Bedenken gegen den Lobau-Tunnel und Alternativen aus technischer und juristischer Sicht

Vorrang für Lebensqualität, Klima- und Umweltschutz!

Überall muss im Budget der Ministerien gespart werden. Ein Milliardenprojekt, dessen Sinnhaftigkeit für die Zukunft von manchen angezweifelt wird, stand in den letzten Wochen wieder im Zentrum. Ist ein solches Projekt überhaupt für die Zukunft noch sinnvoll? Steht er für nachhaltige Weiterentwicklung? Verringert ein Tunnel wie dieser Staus und das Verkehrsaufkommen?

Em. o. Univ. Prof. DI Dr. techn. Hermann Knoflacher, Rechtsanwalt Dr. Josef Unterweger und Prof. Dr. Reinhold Christian stellten am 12.06.2018 im Rahmen eines Pressegesprächs Bedenken gegen den Lobau-Tunnel und Alternativen aus technischer und juristischer Sicht vor.

„Der Lobau-Tunnel ist eine Idee aus den 70er Jahren des vorigen Jahrhunderts, beruht auf falschen und längst von der Wirklichkeit überholten Annahmen und ist daher nicht mehr zeitgemäß.“ fasst em. o. Univ. Prof. DI Dr. techn. Hermann Knoflacher Ergebnisse einer Studie für die MA 18 der Stadt Wien zusammen.

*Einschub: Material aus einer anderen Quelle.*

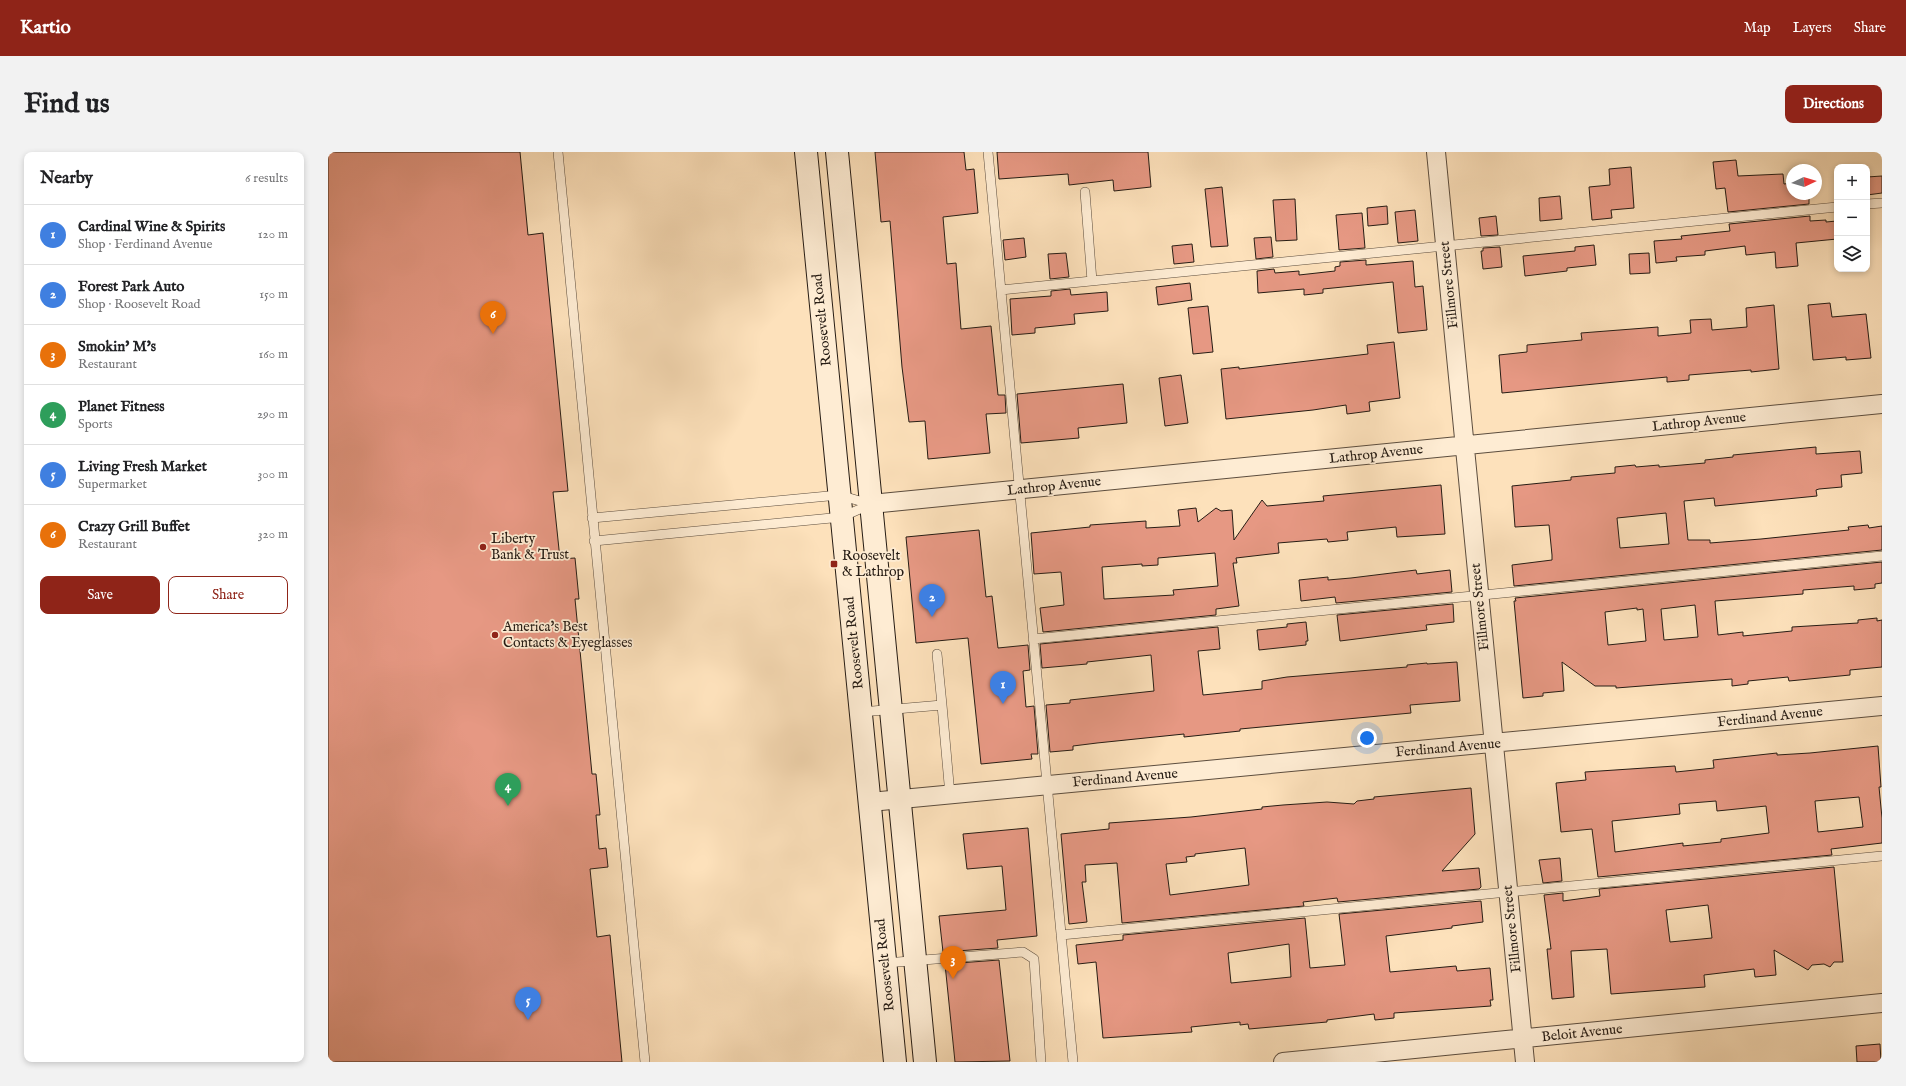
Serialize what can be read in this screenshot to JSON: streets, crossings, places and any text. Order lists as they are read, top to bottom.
{
  "streets": {
    "main road": ["Roosevelt Road"],
    "street": [
      "Fillmore Street",
      "Lathrop Avenue",
      "Ferdinand Avenue",
      "Beloit Avenue"
    ]
  },
  "crossings": [
    ["Fillmore Street", "Lathrop Avenue"],
    ["Fillmore Street", "Ferdinand Avenue"],
    ["Fillmore Street", "Beloit Avenue"],
    ["Roosevelt Road", "Ferdinand Avenue"]
  ],
  "places": {
    "other": ["Liberty Bank & Trust", "America's Best Contacts & Eyeglasses"],
    "transit": ["Roosevelt & Lathrop"]
  },
  "north": "right",
  "page": {
    "header": "Kartio",
    "nav": ["Map", "Layers", "Share"],
    "buttons": [
      "Directions",
      ["Save", "Share"]
    ],
    "title": "Find us",
    "heading": ["Nearby", "6 results"],
    "map_buttons": ["+", "−"],
    "list": [
      {
        "mark": "1",
        "name": "Cardinal Wine & Spirits",
        "note": "Shop · Ferdinand Avenue",
        "value": "120 m"
      },
      {
        "mark": "2",
        "name": "Forest Park Auto",
        "note": "Shop · Roosevelt Road",
        "value": "150 m"
      },
      {
        "mark": "3",
        "name": "Smokin' M's",
        "note": "Restaurant",
        "value": "160 m"
      },
      {
        "mark": "4",
        "name": "Planet Fitness",
        "note": "Sports",
        "value": "290 m"
      },
      {
        "mark": "5",
        "name": "Living Fresh Market",
        "note": "Supermarket",
        "value": "300 m"
      },
      {
        "mark": "6",
        "name": "Crazy Grill Buffet",
        "note": "Restaurant",
        "value": "320 m"
      }
    ],
    "pins": [
      "6",
      "2",
      "1",
      "4",
      "3",
      "5"
    ]
  }
}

„Beispielsweise ging das Kfz-Verkehrsaufkommen im 21. und 22. Bezirk von 2010 bis 2015 um 6% zurück, während die Bevölkerung um 15% wuchs. Der Lobau-Tunnel ist nach dem heutigen Stand des Wissens aus Gründen der Wirtschaftlichkeit, des Klima- und Umweltschutzes und der Anforderungen an eine nachhaltige Zukunft nicht zu verantworten.“

Rechtliche Aspekte

Wie das Projekt dennoch bewilligt werden konnte, erläutert Rechtsanwalt Dr Josef Unterweger, Schriftführer des Forum Wissenschaft & Umwelt: „Der Verfassungsgerichtshof hat Bedenken des Bundesverwaltungsgerichtes wegen des Lärmschutzes oder wegen Klimaschutzmaßnahmen vom Tisch gewischt. Der Verfassungsgerichtshof hat die Entscheidungsbefugnis des Bundesverwaltungsgerichtes in Umweltsachen bis zur Unkenntlichkeit zusammengestutzt. Bis zur Herstellung einer europarechtlich zufriedenstellenden Gesetzeslage durch den Europäischen Gerichtshof wird die Perspektive der Verwaltungsgerichte und der Verwaltungsbehörden daher der Tunnelblick sein. Das BMVIT ist zugleich Antragsteller, Sachverständiger und Entscheider – eine äußerst bedenkliche Dreifachrolle. Alternativen sind nicht zu prüfen. Der Bedarf ist nicht zu prüfen. Die Wirtschaftlichkeit ist nicht zu überprüfen, weil die Unterlagen geheim gehalten werden. Die Kriterien für eine Bewilligung eines 2 Milliarden Euro teuren Projektes erscheinen nicht allzu hoch.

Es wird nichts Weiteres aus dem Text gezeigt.